Bivar, in Spanish Vivar, was the name of the ancestral home of the Cid. It is a castle near Burgos, in which the Cid was born in 1040.
patio (Spanish), a court or open space in front of a house. The ti is pronounced as in French question.
buenos dias=good day.
l 18. The full name of the Cid was Rodrigue Ruy Diaz de Bivar, or in Spanish Rodrigo Diaz de Vivar.
campeador. The Spanish word campeador, derived from campear, to be eminent in the field, signifies excellent, pre-eminent, and was the title given to their champion by the Spaniards, The Moors called him the Cid, i.e. Seid, an Arabic word for chief.
pavois, an old word for a large shield, which protected the whole body, and on which the Franks raised the king whom they had elected.
richomme, from the Spanish ricohombre, a title given to the Barons of Aragon.
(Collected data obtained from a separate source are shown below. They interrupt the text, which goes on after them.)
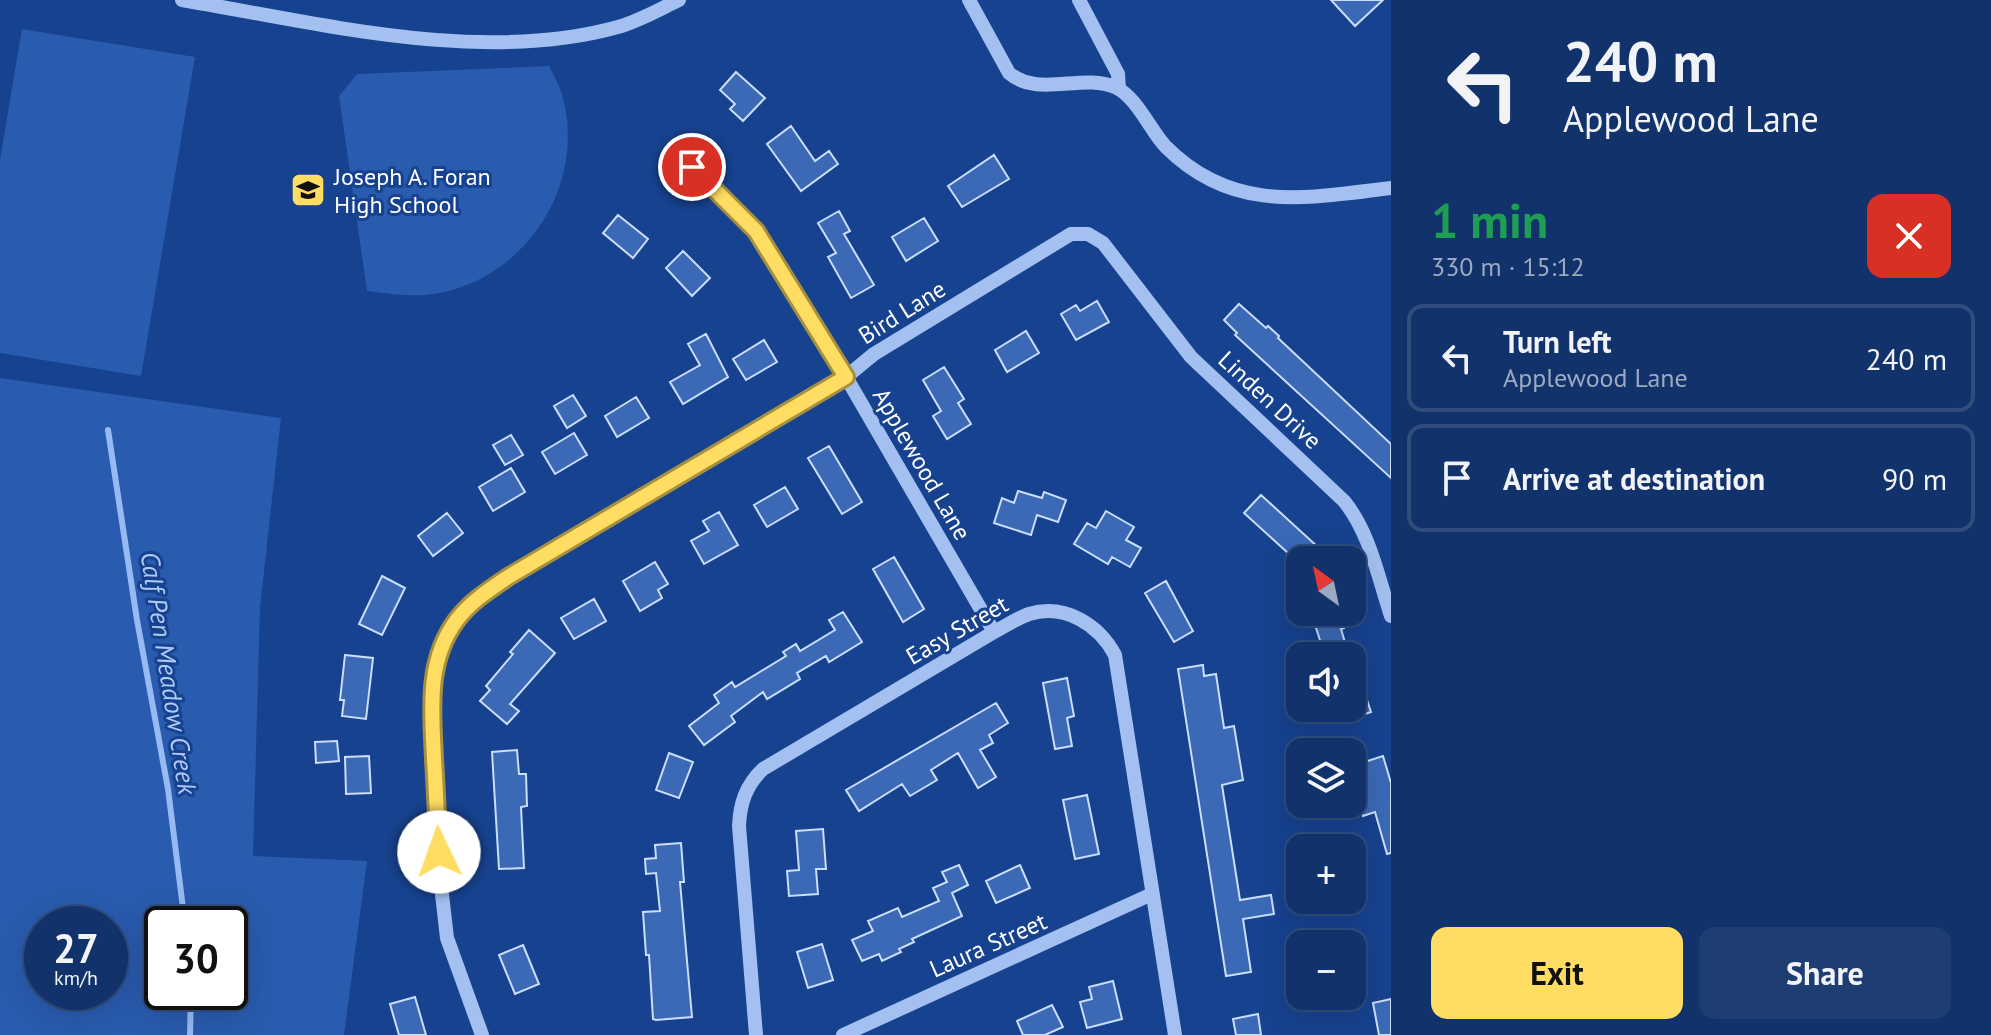 <!DOCTYPE html>
<html lang="en">
<head>
<meta charset="utf-8">
<style>
	body { margin:0; font-family:"PT Sans",sans-serif; background:#1e3e73; color:#f1f3f6; height:100vh; display:flex; flex-direction:column; font-size:30px; white-space:nowrap }
	* { box-sizing:border-box; margin:0 }
	p { font-size:26px; color:#9caac1 }
	.icon { flex:none; width:44px; height:44px; fill:none; stroke:currentColor; stroke-width:2; stroke-linecap:round; stroke-linejoin:round }
	.map { position:relative; flex:1; overflow:hidden }
	.details { display:flex; flex-direction:column; background:#11326b; width:600px }
	.details>* { flex:none }
	.hud { background:#11326b; color:#f1f3f6; overflow:hidden }
	.needle { width:52px; rotate:327deg }
	.fabs { position:absolute; left:1286px; top:546px; display:grid; gap:16px }
	.fabs a { display:grid; place-items:center; width:80px; height:80px; border-radius:16px; background:#11326b; box-shadow:0 8px 32px #0002,0 0 0 2px #304d7e; font-size:40px }
	.speed { position:absolute; left:24px; top:906px; display:flex; gap:16px; font-size:40px; font-weight:700; text-align:center }
	.speed>* { display:grid; place-content:center; width:104px; height:104px; border-radius:50%; background:#11326b; box-shadow:0 8px 32px #0002,0 0 0 2px #304d7e; line-height:1 }
	.speed small { font-size:20px; font-weight:400 }
	.speed .limit { border:4px solid #111; border-radius:12px; background:#fff; color:#111 }
	.pin { position:absolute; display:grid; place-items:center; width:68px; height:68px; color:#fff; margin:-34px; border:4px solid #fff; border-radius:50%; box-shadow:0 2px 8px #0007 }
	.me { position:absolute; width:88px; margin:-44px; rotate:357deg; stroke-linejoin:round; filter:drop-shadow(0 0 6px #0008) }
	.turn { display:flex; align-items:center; gap:28px; height:168px; padding:0 40px; font-size:36px }
	.turn .icon { width:104px; height:104px; stroke-width:2.5 }
	.turn b { display:block; font-size:56px; line-height:68px }
	.round { display:grid; place-items:center; flex:none; width:84px; height:84px; border-radius:16px; background:#1e3e73 }
	.headline { display:flex; align-items:center; justify-content:space-between; height:136px; padding:0 40px }
	h1 { font-size:48px; font-weight:700; line-height:60px; color:#1e9e55 }
	.cta { display:flex; gap:16px; margin-top:auto; padding:16px 40px }
	.cta a { flex:1; height:92px; border-radius:16px; background:#ffdd62; color:#111; font-size:32px; font-weight:700; line-height:92px; text-align:center }
	.cta a+a { background:#1e3e73; color:#f1f3f6 }
	ul { padding:0; list-style:none }
	li { display:flex; align-items:center; gap:24px; height:108px; margin:0 16px 12px; padding:0 24px; border:4px solid #304d7e; border-radius:16px }
	li div { flex:1 }
	li b { display:block; font-size:30px }
	li em { font-style:normal }
	main { display:flex; flex:1; min-height:0 }
	.map>svg:first-child { display:block }
</style>
</head>
<body>
<main>
<div class="map">
<svg width="1391" height="1035" viewBox="0 0 1391 1035">
	<rect width="100%" height="100%" fill="#17428f"/>
	<path fill="#295bae" fill-rule="evenodd" d="M22,29L195,57L141,376L0,353V160Z
		M549,66C553,75 559,84 562,94C587,182 529,275 440,293C416,298 392,294 367,291L339,96L357,74Z
		M0,378L281,418L260,608L253,856L367,861L344,1035H0ZM42,924H110V992H42ZM162,924H230V992H162Z"/>
	<g fill="none" stroke-linecap="round" stroke-linejoin="round">
		<path stroke="#96baf2" stroke-width="6" d="M108,430L137,620L168,789L185,924
			M190,1035L191,992"/>
	</g>
	<path fill="#3b69b6" stroke="#caddfb" stroke-width="2" d="M1331,0H1383L1355,26Z
		M736,72L765,98L743,121L730,109L735,104L720,90Z
		M791,126L815,161L829,151L838,164L801,191L767,144Z
		M994,155L1009,179L962,207L948,186Z
		M839,211L850,231L844,234L874,285L851,298L828,257L836,253L818,223Z
		M618,215L648,239L633,258L603,233Z
		M924,218L938,241L906,261L892,237Z
		M683,251L710,278L692,296L666,268Z
		M1097,301L1109,322L1076,340L1061,314L1076,305L1080,311Z
		M1239,304L1266,328L1268,326L1279,336L1278,338L1391,444V478L1235,335L1237,333L1224,320Z
		M1026,331L1039,353L1007,372L995,350Z
		M706,334L728,377L683,404L670,382L700,365L688,344Z
		M764,340L777,362L746,380L733,359Z
		M944,367L964,399L958,403L971,424L947,439L933,416L941,411L923,380Z
		M573,395L586,416L567,428L554,406Z
		M636,397L649,418L617,437L605,416Z
		M574,433L587,455L555,474L542,452Z
		M511,435L523,455L505,465L493,445Z
		M829,446L862,502L842,514L808,458Z
		M511,468L525,492L493,511L479,487Z
		M785,487L798,509L767,527L754,505Z
		M1018,491L1042,498L1044,492L1066,500L1058,522L1037,515L1031,535L994,523L1002,498L1014,503Z
		M1261,495L1319,548L1308,560H1300V564L1244,513Z
		M1106,511L1134,527L1126,540L1141,548L1130,567L1112,557L1108,564L1074,544L1087,523L1096,528Z
		M719,512L738,545L704,564L691,541L709,531L703,521Z
		M447,513L463,533L433,556L418,536Z
		M894,557L924,609L903,622L873,569Z
		M655,562L668,584L658,590L662,598L640,611L623,581Z
		M382,576L405,588L382,635L359,624Z
		M1166,581L1193,631L1174,642L1145,593Z
		M594,599L606,621L574,639L561,618Z
		M843,612L862,642L829,662L826,656L797,673L800,679L767,699L763,692L731,716L735,722L704,745L689,726L719,703L714,695L732,682L735,687L786,656L783,652L796,644L800,651L835,630L829,620Z
		M1311,612H1339L1344,628L1341,629L1349,656H1325Z
		M529,630L555,653L510,704L519,711L507,724L480,701L490,690L486,686L513,654L510,652Z
		M345,655L373,658L366,719L342,716L344,700H340Z
		M1352,664H1355L1371,712L1352,718Z
		M1203,665L1204,676L1216,674L1224,728L1234,726L1243,780L1222,785L1240,900L1271,895L1274,914L1243,919L1251,972L1226,976L1178,669Z
		M1067,678L1074,716L1067,718L1072,746L1055,749L1043,683Z
		M996,703L1008,723L989,735L993,743L980,750L996,777L978,788L958,753L931,770L937,780L910,796L902,784L859,811L846,790Z
		M337,741L339,761L316,763L315,742Z
		M517,750L519,774H526L527,806L521,807L524,868L499,869L492,752Z
		M669,753L693,762L679,798L656,790Z
		M369,756L371,793L346,794L345,757Z
		M1383,756L1391,783V853L1387,854L1375,812L1363,816L1354,788L1358,787L1352,769V766Z
		M1087,795L1099,854L1075,859L1063,800Z
		M823,829L826,869H816L818,894L789,896L787,871L799,870L796,831Z
		M681,843L684,882H680L692,1017L656,1020L653,1019L649,955H646L643,912L660,911L656,873L646,874L645,859L656,858L655,845Z
		M959,865L968,885L952,893L962,916L912,939L914,942L899,949L901,952L882,961L879,954L862,961L852,940L873,931L868,921L898,908L902,917L939,901L933,888L947,882L942,872Z
		M1020,865L1030,888L996,903L986,881Z
		M822,944L833,980L808,988L797,952Z
		M523,945L539,984L515,994L499,955Z
		M1113,981L1122,1019L1087,1028L1080,1002L1092,999L1089,987Z
		M415,997L426,1035H399L390,1004Z
		M1391,999V1035H1379L1373,1003Z
		M1052,1005L1063,1027L1045,1035H1023L1017,1021Z
		M1258,1014L1261,1035H1236L1233,1019Z"/>
	<g fill="none" stroke-linecap="round" stroke-linejoin="round">
		<path stroke="#a3c0f0" stroke-width="14" d="M182,0C319,23 481,65 618,27C639,21 660,9 679,0
			M969,0L1009,73C1038,98 1082,73 1115,87C1138,98 1149,129 1166,147C1233,214 1307,198 1391,188
			M1079,0L1118,74L1119,89
			M692,167L756,231L846,377L994,632
			M482,1035L447,938L440,877L431,689L438,656L454,623L480,596L508,577L807,402L846,377L874,354L1071,234H1088L1103,243L1191,357L1344,501C1370,533 1378,577 1391,616
			M756,1035L739,826C740,803 746,785 763,769L994,632C1006,626 1017,618 1029,614C1065,603 1099,625 1115,655L1175,1035
			M843,1035L1152,894"/>
	</g>
	<g fill="none" stroke-linecap="round" stroke-linejoin="round">
		<g stroke="#a69040" stroke-width="20">
			<path id="route" d="M439,852C437,821 436,790 434,759C432,711 426,662 456,621C470,602 489,590 508,577L846,377L756,231L692,167"/>
		</g>
		<use href="#route" stroke="#ffdd62" stroke-width="14"/>
	</g>
	<defs>
		<g id="school-square" transform="scale(1.8)"><rect x="-9" y="-9" width="18" height="18" rx="4" fill="#ffdd62" stroke="#17428f"/><path d="M0-5L7-2L0 1L-7-2ZM-4 1L0 2.5L4 1V4Q0 6-4 4Z" fill="#111"/></g>
	</defs>
	<g fill-rule="evenodd">
		<use href="#school-square" x="308" y="190"/>
	</g>
	<g text-anchor="middle" dominant-baseline="central" stroke-width="6" stroke-linejoin="round" paint-order="stroke">
		<g font-size="24" fill="#fff" stroke="#17428f" text-anchor="start">
			<text x="334" y="176">Joseph A. Foran<tspan x="334" dy="28">High School</tspan></text>
		</g>
		<g font-size="24" fill="#fff" stroke="#17428f">
			<text transform="translate(902 312) rotate(-32)">Bird Lane</text>
			<text transform="translate(1270 400) rotate(43)">Linden Drive</text>
			<text transform="translate(922 464) rotate(60)">Applewood Lane</text>
			<text transform="translate(957 630) rotate(-30)">Easy Street</text>
			<text transform="translate(988 945) rotate(-24)">Laura Street</text>
		</g>
		<g font-size="26" font-style="italic" fill="#afcbf7" stroke="#17428f">
			<text transform="translate(169 673) rotate(81)">Calf Pen Meadow Creek</text>
		</g>
	</g>
</svg>
<div class="fabs">
<a><svg class="needle" viewBox="-14 -14 28 28"><path d="M0-13l5 13h-10z" fill="#e53935"/><path d="M0 13l5-13h-10z" fill="#9caac1"/></svg></a>
<a><svg class="icon" aria-label="sound" viewBox="0 0 24 24"><path d="M4 9h4l5-4v14l-5-4H4zM17 9q2 3 0 6"/></svg></a>
<a><svg class="icon" aria-label="layers" viewBox="0 0 24 24"><path d="M12 4l9 5-9 5-9-5zM3 14l9 5 9-5"/></svg></a>
<a>+</a>
<a>−</a>
</div>
<div class="speed"><div>27<small>km/h</small></div><div class="limit">30</div></div>
<div class="pin" style="left:692px;top:167px;background:#d93025"><svg class="icon" aria-label="arrive" viewBox="0 0 24 24"><path d="M6 21V4h12l-3 4 3 4H6"/></svg></div>
<svg class="me" style="left:439px;top:852px" viewBox="-20 -20 40 40"><circle r="19" fill="#fff"/><path d="M0-13L10 11 0 6-10 11z" fill="#ffdd62"/></svg>
</div>
<section class="details">
<div class="hud">
<div class="turn"><svg class="icon" aria-label="left" viewBox="0 0 24 24"><path d="M17 20v-9H6M10 6l-5 5 5 5"/></svg><div><b>240 m</b>Applewood Lane</div></div>
</div>
<div class="headline"><div><h1>1 min</h1><p>330 m · 15:12</p></div><a class="round" style="background:#d93025;color:#fff"><svg class="icon" aria-label="close" viewBox="0 0 24 24"><path d="M6 6l12 12M18 6L6 18"/></svg></a></div>
<ul>
<li><svg class="icon" aria-label="left" viewBox="0 0 24 24"><path d="M17 20v-9H6M10 6l-5 5 5 5"/></svg><div><b>Turn left</b><p>Applewood Lane</p></div><em>240 m</em></li>
<li><svg class="icon" aria-label="arrive" viewBox="0 0 24 24"><path d="M6 21V4h12l-3 4 3 4H6"/></svg><div><b>Arrive at destination</b></div><em>90 m</em></li>
</ul>
<div class="cta"><a>Exit</a><a>Share</a></div>
</section>
</main>
</body>
</html>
servidumbre (Spanish), an establishment of servants. In Spanish the last syllable is sounded.
EVIRADNUS. (PAGE 26.)
As far as is known, the story is of Hugo’s own invention. The epoch may be supposed to be the later Middle Ages, the place anywhere in Teuton lands. The proper names are mostly of Hugo’s own invention; some are, however, echoes from German mediaeval history. The poem and another called Le Petit Roi de Galice form a section of the Legende called Les Chevaliers Errants.
l 1. There was a Ladislaus, King of Poland, in the fourteenth, and a Sigismund, Emperor of Germany, in the fifteenth century. But the personages of the poem are in reality wholly imaginary.
stryge (written also strige), a vampire or demon that wanders about at night. Derived from Latin striga, a bird of night, or a witch.
lemure: Lemures (the singular is very rare) is the Latin lemures, the disembodied spirits which haunted houses and caused terror to the living.
val, valley, The word is now little used and only in poetry, except in the phrase par monts et par vaux.
preux. See note on AYMERILLOT, l 54.
munster (German), cathedral.
bauges, properly the lairs of wild boars.
Amadis, commonly called Amadis of Gaul, the hero of a celebrated mediaeval poem, written originally in Spanish, which recounts his heroism in war and constancy in love. He is the typical knight-errant and true lover.
Baudoin. This is Baldwin, brother of Godfrey of Bouillon. He became King of Jerusalem and died in 1118. During the Crusade he went on a pilgrimage to the Holy City.
Sir G.Young in his Poems from Victor Hugo suggests that Corbus may stand for Cottbus, the capital of Old or Lower Lusatia.